Just passing through........
I ride through Garberville
Garberville is named for Jacob C. Garber, a resident of the town in 1879
Today Garberville has been called "the marijuana heartland of the US" by BBC News.
And we could see why !
We'll revisit Garberville again tomorrow.
I grab lunch there and head directly due west for the Pacific.
At this point in the day I am riding solo. I suspect Bruce is way out ahead of me, Mike and John somewhere to the north.
I start to climb the:
Another sign marks one of this trips milestones. This was:
"The King Range and Lost Coast" !!!
I can feel the air change quickly. The temperature and the smell. It goes from a warm to hot, dry climate, to a moist and cool one.
At the crest of the range I decide to explore a bit and take the extremely steep
Still climbing !
I finally reach the top of the King Range.
And what a spectacular view it was :eek1
The Pacific just slightly veiled in her ever present partner, the fog.
I mean, think about it. I'm from Jersey, but here I was, alone, on this crystal clear afternoon on top of the King Range in northern California overlooking the Pacific. I shut the bike off. I had to. This was one of life's precious moments.
(don't tell my wife I said that )
What your seeing out in the backround is the Pacific Ocean from way above sitting on the King Range.
This road was a nice 12-15 mile loop, just as steep going down the other side too.
Having not seen Bruce or John and Mike for a few hours now. I head for....
for the rendevous.....
I'll be bring you into Shelter cove from Mike and Johns way in next..........
Hey Frank, I stayed at the oceanfront inn and really liked their restaurant in shelter cove last june. Hope you guys tried the restaurant. Beautiful area.
I took the paved road in.
Hey Marty !
Yes sir, stay tuned.
Will take you in to Shelter Cove via from Mike and John pov in a bit.
We all rendezvous there and base out of Shelter Cove for a 2nd day at the Lost Coast. There is more to explore!
Details and pics coming up !
Just some further insight into what travelers are looking at when they're gazing out from the King Range, along the Lost Coast.
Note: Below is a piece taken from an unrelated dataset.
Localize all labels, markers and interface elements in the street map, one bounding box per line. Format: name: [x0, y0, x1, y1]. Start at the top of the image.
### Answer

What you're witnessing is the collision right here of continually shifting tectonic plates of the Earth's crust. The plate beneath the ocean is moving east, and diving beneath the continental plate. The western edge of the continental plate is scraping up seabed sediments as the eastern edge of oceanic plate dives below, creating these vaulting sedimentary mountains, which rise thousands of feet right at the ocean's edge. Not surprisingly, this is major earthquake country, with three tectonic plates colliding just offshore at what's called the Mendocino Triple Junction.
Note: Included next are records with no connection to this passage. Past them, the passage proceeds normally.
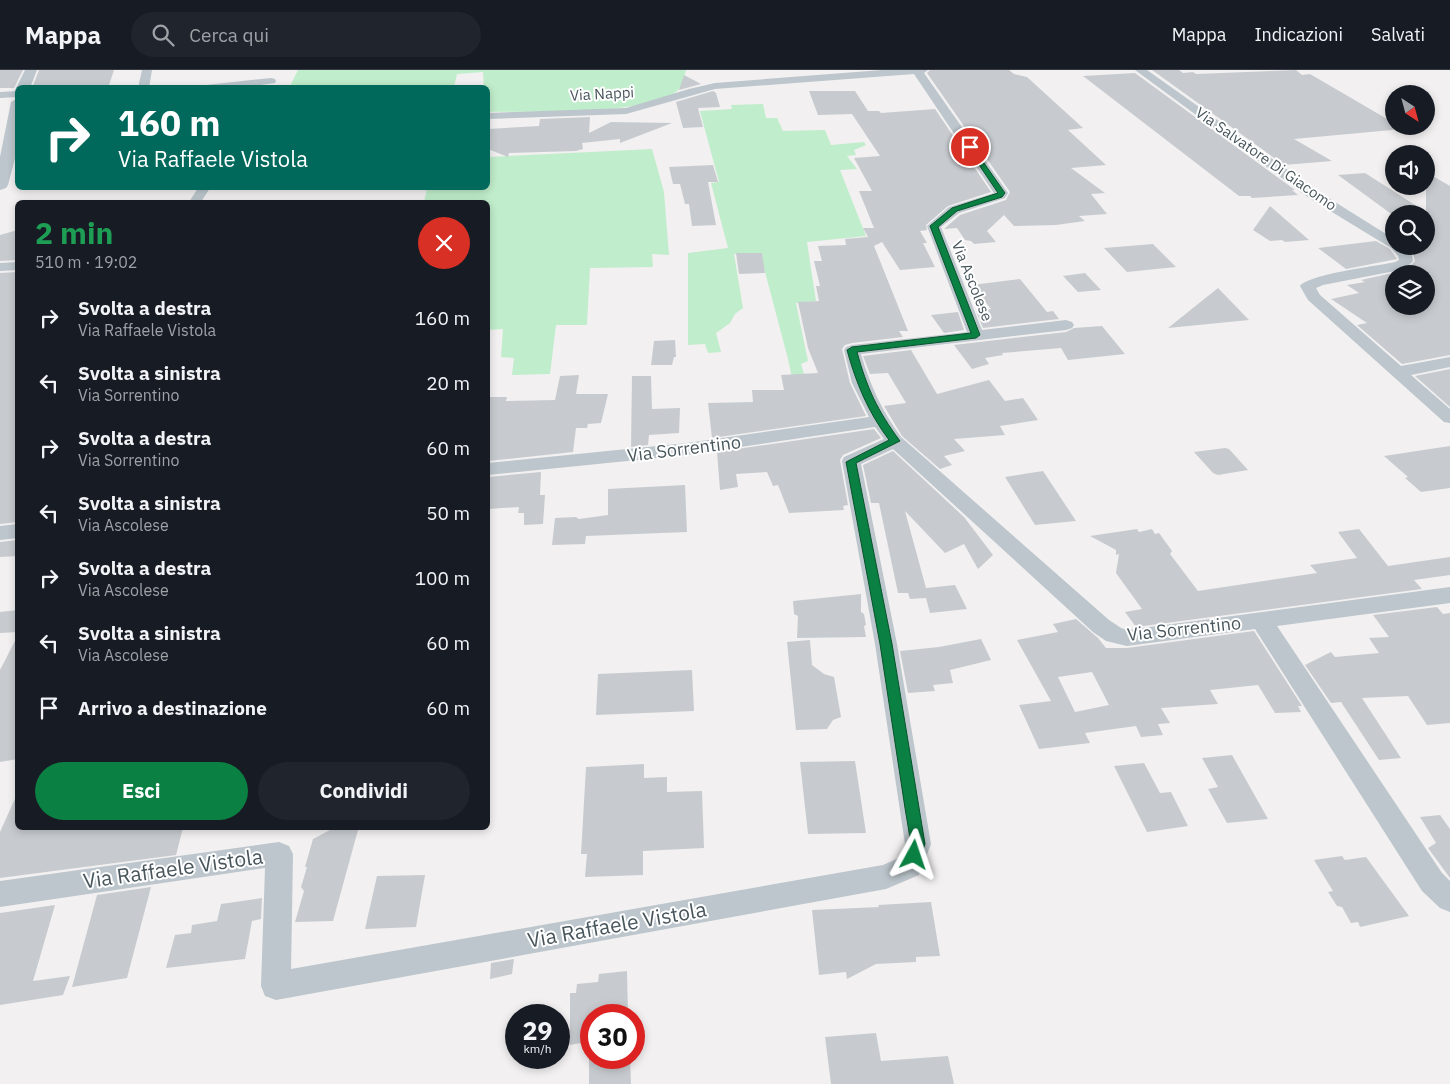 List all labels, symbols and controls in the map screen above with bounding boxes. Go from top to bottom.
search box [131,12,481,57]
text: Mappa [25,19,101,51]
icon: search [149,21,177,49]
text: Cerca qui [189,23,269,47]
text: Mappa [1172,23,1226,46]
text: Indicazioni [1254,23,1343,46]
text: Salvati [1371,23,1425,46]
street label: Via Nappi [569,82,635,105]
north arrow [1385,85,1435,135]
map controls [1385,85,1435,315]
text: 160 m [118,100,221,146]
street label: Via Salvatore Di Giacomo [1192,103,1341,215]
icon: right [35,105,100,170]
pin [949,126,991,168]
icon: arrive [956,133,984,161]
text: Via Raffaele Vistola [118,144,308,173]
button: sound [1385,145,1435,195]
button: search [1385,205,1435,255]
text: 2 min [35,213,113,252]
button: close [418,217,470,269]
street label: Via Ascolese [948,238,997,324]
text: 510 m · 19:02 [35,252,137,272]
button: layers [1385,265,1435,315]
text: Svolta a destra [78,296,211,320]
icon: right [35,304,63,332]
text: 160 m [415,306,470,330]
text: Via Raffaele Vistola [78,320,216,340]
text: Svolta a sinistra [78,361,221,385]
icon: left [35,369,63,397]
text: 20 m [426,371,470,395]
text: Via Sorrentino [78,385,180,405]
text: Svolta a destra [78,426,211,450]
street label: Via Sorrentino [626,430,742,467]
icon: right [35,434,63,462]
text: 60 m [426,436,470,460]
text: Via Sorrentino [78,450,180,470]
text: Svolta a sinistra [78,491,221,515]
icon: left [35,499,63,527]
text: 50 m [426,501,470,525]
text: Via Ascolese [78,515,169,535]
text: Svolta a destra [78,556,211,580]
icon: right [35,564,63,592]
text: 100 m [415,566,470,590]
text: Via Ascolese [78,580,169,600]
street label: Via Sorrentino [1126,611,1242,646]
text: Svolta a sinistra [78,621,221,645]
icon: left [35,629,63,657]
text: 60 m [426,631,470,655]
text: Via Ascolese [78,645,169,665]
icon: arrive [35,694,63,722]
text: Arrivo a destinazione [78,696,267,720]
text: 60 m [426,696,470,720]
button: Esci [35,762,248,820]
button: Condividi [258,762,470,820]
position arrow [887,828,939,880]
street label: Via Raffaele Vistola [81,842,265,894]
street label: Via Raffaele Vistola [525,894,709,954]
speed limit sign: 30 [580,1004,645,1069]
text: 29 [522,1014,553,1047]
text: km/h [523,1041,552,1056]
When the Pacific Coast Highway -- famous HWY 1 -- was assembled, these mountains were too daunting and the seabed sediments too erosive to penetrate, forcing the highway builders to take the long bend inland to connect with US 101, the Redwood Highway. That left this rare chunk of coastal wildland -- today's "Lost Coast" -- largely undeveloped. Yet a number of small "doghole" ports like Bear Harbor used to be busy, with small railroads and cable systems loading logs and people onto small ships anchored off-shore.
I get off on this sh@t. :huh
I've been (impatiently) waiting for this part of your trip. I couldn't agree more.
Thank you professor Huegel for the geography and geology lesson.
Now crawl back under an Idaho rock until the Cap'n is done with the Ride Report. Then you can add all the anecdotes you like.
I'm just sayin' ...
John and Mike are on:
Mattlole Road Lost Coast
Nice eye !
This is northern Californias Lost Coast fellas
John pops the top
The Panzer poses for the camera
... sigh ... :eek1
I descend into Shelter Cove. Visibility still very good. I'm not sure were we are staying. Well, I cant go straight, so I go right. Not a soul around btw
Again fellas. The weather.
Now, for those that don't know, as I didn't, you cant count on 1 hand how many times you can see with unlimited visibilty here.
But just look at that.
And then I find it
I see only the Super Enduro parked.
And I walk around back and find Brucee relaxing, having a cold one with the Inn keeper and his wife.
The view from the deck was amazing. Yea, we were on vacation for sure.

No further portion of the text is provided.